(Stored data entries)
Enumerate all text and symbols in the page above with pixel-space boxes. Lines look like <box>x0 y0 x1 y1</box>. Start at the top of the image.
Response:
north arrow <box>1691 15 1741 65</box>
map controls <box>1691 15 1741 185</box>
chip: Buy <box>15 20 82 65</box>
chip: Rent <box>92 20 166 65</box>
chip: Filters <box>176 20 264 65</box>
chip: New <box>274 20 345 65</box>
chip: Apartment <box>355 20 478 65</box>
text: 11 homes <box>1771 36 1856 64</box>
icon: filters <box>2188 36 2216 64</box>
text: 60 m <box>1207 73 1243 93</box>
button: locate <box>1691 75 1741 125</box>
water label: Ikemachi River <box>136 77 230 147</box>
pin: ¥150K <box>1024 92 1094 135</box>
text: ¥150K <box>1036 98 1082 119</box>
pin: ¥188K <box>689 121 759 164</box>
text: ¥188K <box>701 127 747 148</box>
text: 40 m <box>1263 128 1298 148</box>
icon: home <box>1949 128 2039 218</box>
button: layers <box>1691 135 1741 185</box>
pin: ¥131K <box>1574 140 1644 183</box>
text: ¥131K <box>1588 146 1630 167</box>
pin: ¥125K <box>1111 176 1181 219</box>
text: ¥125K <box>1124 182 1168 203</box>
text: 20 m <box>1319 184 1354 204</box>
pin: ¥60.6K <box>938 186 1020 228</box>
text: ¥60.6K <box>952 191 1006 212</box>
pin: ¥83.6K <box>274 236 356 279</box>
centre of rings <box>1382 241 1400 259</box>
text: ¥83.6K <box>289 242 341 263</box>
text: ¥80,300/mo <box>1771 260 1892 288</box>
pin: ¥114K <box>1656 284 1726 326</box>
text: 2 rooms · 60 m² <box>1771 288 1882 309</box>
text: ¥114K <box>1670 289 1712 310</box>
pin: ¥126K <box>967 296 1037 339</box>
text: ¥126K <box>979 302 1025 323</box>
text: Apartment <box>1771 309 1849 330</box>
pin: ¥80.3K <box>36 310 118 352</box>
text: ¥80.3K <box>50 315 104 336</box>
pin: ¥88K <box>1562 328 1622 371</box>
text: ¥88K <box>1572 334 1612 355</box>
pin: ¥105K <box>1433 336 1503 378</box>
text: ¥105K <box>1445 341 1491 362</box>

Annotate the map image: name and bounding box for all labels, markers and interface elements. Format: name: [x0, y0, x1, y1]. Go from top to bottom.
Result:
* * *
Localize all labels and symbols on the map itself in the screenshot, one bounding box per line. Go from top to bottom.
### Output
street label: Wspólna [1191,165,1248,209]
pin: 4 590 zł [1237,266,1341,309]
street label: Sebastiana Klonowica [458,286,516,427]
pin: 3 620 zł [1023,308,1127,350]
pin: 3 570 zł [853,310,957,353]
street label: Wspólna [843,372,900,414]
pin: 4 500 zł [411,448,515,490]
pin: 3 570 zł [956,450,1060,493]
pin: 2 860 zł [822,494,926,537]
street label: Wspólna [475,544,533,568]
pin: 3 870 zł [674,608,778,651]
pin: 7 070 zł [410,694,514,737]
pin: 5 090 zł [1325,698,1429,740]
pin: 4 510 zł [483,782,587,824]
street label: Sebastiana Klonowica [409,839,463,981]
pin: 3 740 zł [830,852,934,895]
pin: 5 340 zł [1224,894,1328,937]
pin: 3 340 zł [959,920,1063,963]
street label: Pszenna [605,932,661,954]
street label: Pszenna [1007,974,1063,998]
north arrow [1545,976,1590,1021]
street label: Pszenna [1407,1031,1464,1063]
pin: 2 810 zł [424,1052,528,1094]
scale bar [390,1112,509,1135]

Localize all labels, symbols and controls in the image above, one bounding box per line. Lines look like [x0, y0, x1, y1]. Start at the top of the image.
* * *
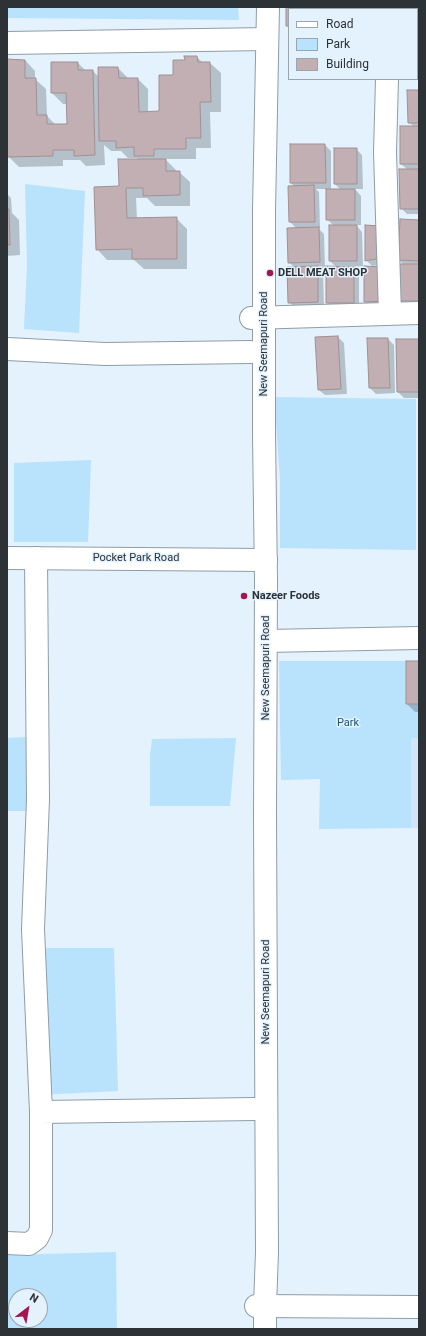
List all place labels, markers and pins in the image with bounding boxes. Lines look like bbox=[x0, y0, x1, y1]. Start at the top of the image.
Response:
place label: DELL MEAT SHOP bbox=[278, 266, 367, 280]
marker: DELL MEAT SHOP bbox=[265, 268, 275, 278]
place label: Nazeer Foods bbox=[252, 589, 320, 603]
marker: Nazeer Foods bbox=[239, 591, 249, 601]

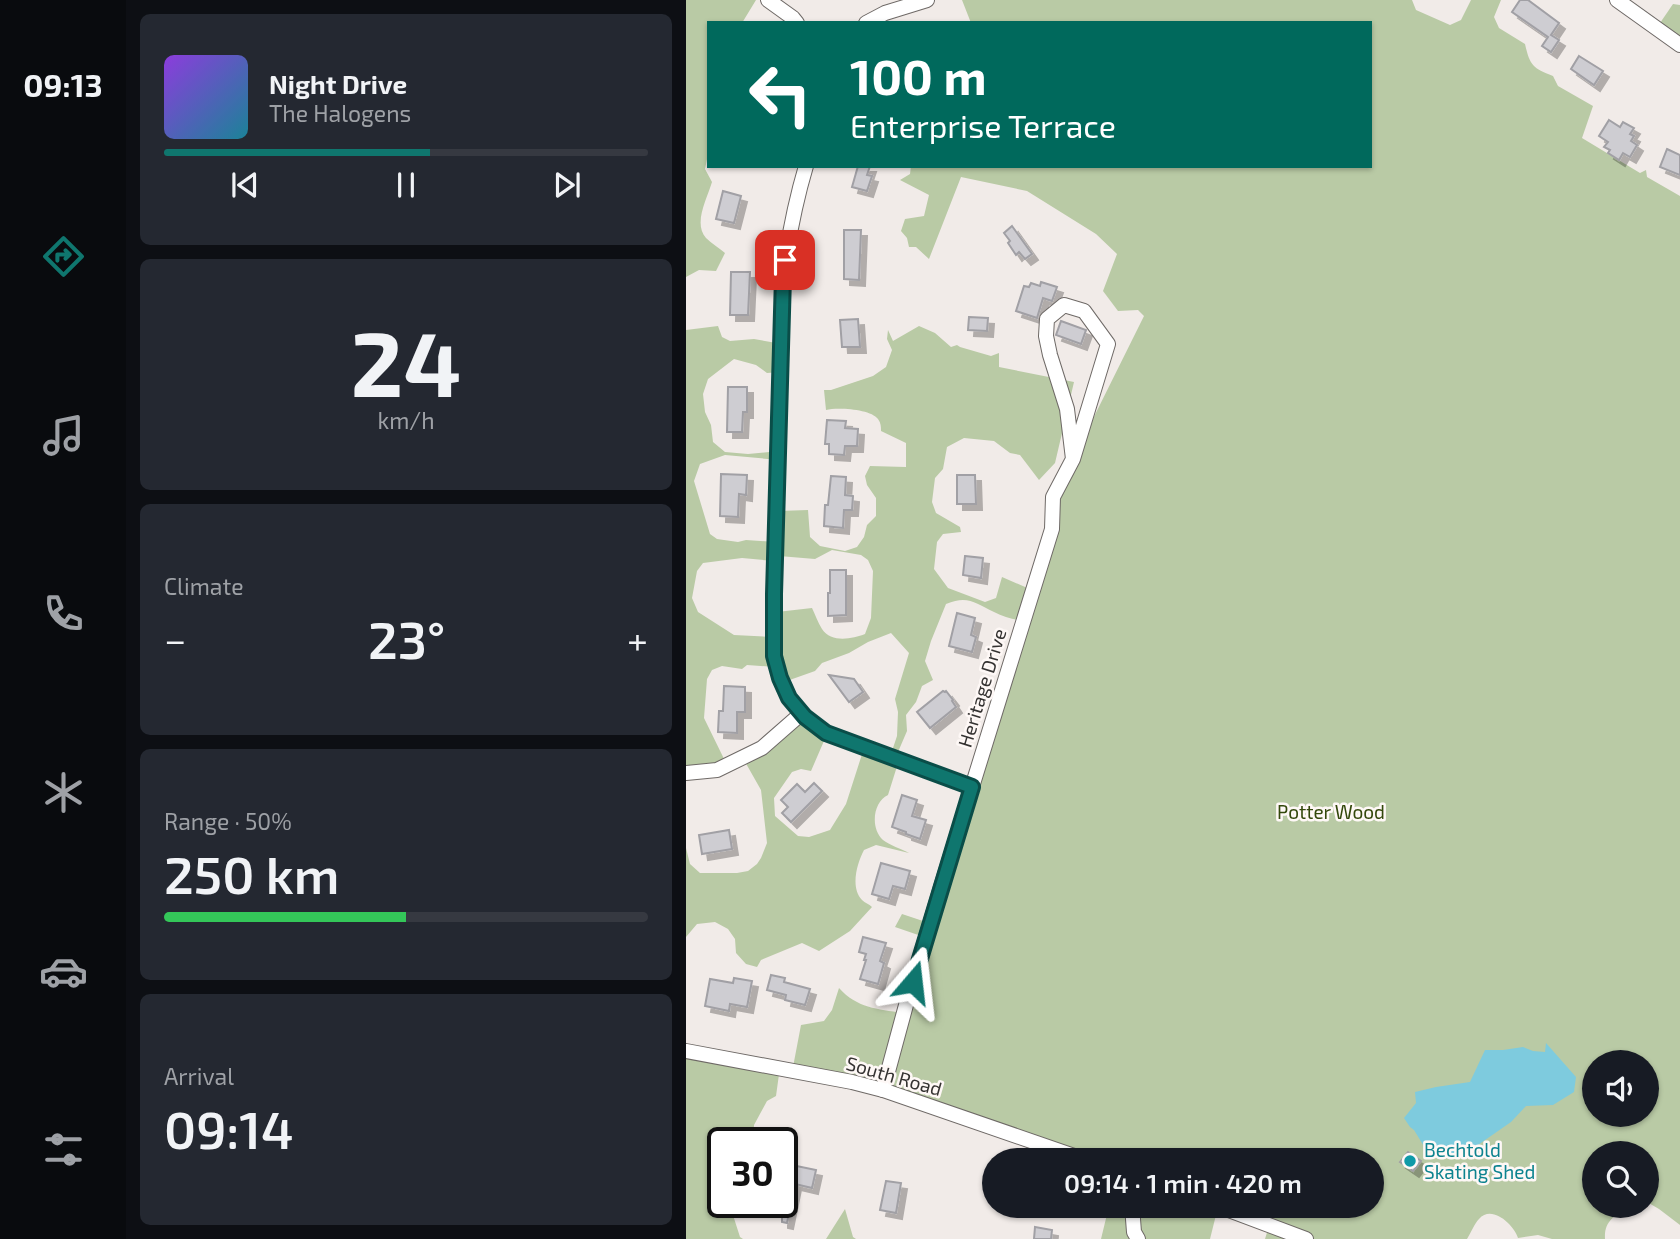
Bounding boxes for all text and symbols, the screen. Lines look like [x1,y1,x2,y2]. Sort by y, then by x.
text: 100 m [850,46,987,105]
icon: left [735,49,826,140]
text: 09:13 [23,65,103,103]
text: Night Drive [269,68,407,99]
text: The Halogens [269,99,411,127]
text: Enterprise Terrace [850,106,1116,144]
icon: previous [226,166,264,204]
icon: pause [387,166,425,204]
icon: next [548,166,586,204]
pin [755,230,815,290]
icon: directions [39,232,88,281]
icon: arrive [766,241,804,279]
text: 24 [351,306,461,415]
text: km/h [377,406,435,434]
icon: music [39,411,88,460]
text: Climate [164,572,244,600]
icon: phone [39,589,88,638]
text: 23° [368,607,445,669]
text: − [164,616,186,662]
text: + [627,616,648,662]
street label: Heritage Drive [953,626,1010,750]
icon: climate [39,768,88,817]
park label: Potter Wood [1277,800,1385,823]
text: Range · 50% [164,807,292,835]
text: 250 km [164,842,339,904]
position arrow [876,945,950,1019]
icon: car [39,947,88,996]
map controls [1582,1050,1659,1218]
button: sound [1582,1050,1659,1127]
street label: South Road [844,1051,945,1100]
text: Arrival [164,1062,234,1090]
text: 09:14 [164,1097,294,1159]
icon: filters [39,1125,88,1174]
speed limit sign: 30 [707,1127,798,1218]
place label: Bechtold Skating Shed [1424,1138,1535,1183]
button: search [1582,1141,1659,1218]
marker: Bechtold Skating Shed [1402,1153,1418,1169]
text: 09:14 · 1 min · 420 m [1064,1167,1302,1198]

- [Goal of the exercise]: Scan the entries above. Copy each line that has the string "bottom".

- [Written solution]:
Annotate the map image: name and bounding box for all labels, markers and interface elements. Format: name: [x0, y0, x1, y1]. Go from top to bottom.
Localize all labels and symbols on the map itself in the screenshot, one bounding box per line. Go from top to bottom.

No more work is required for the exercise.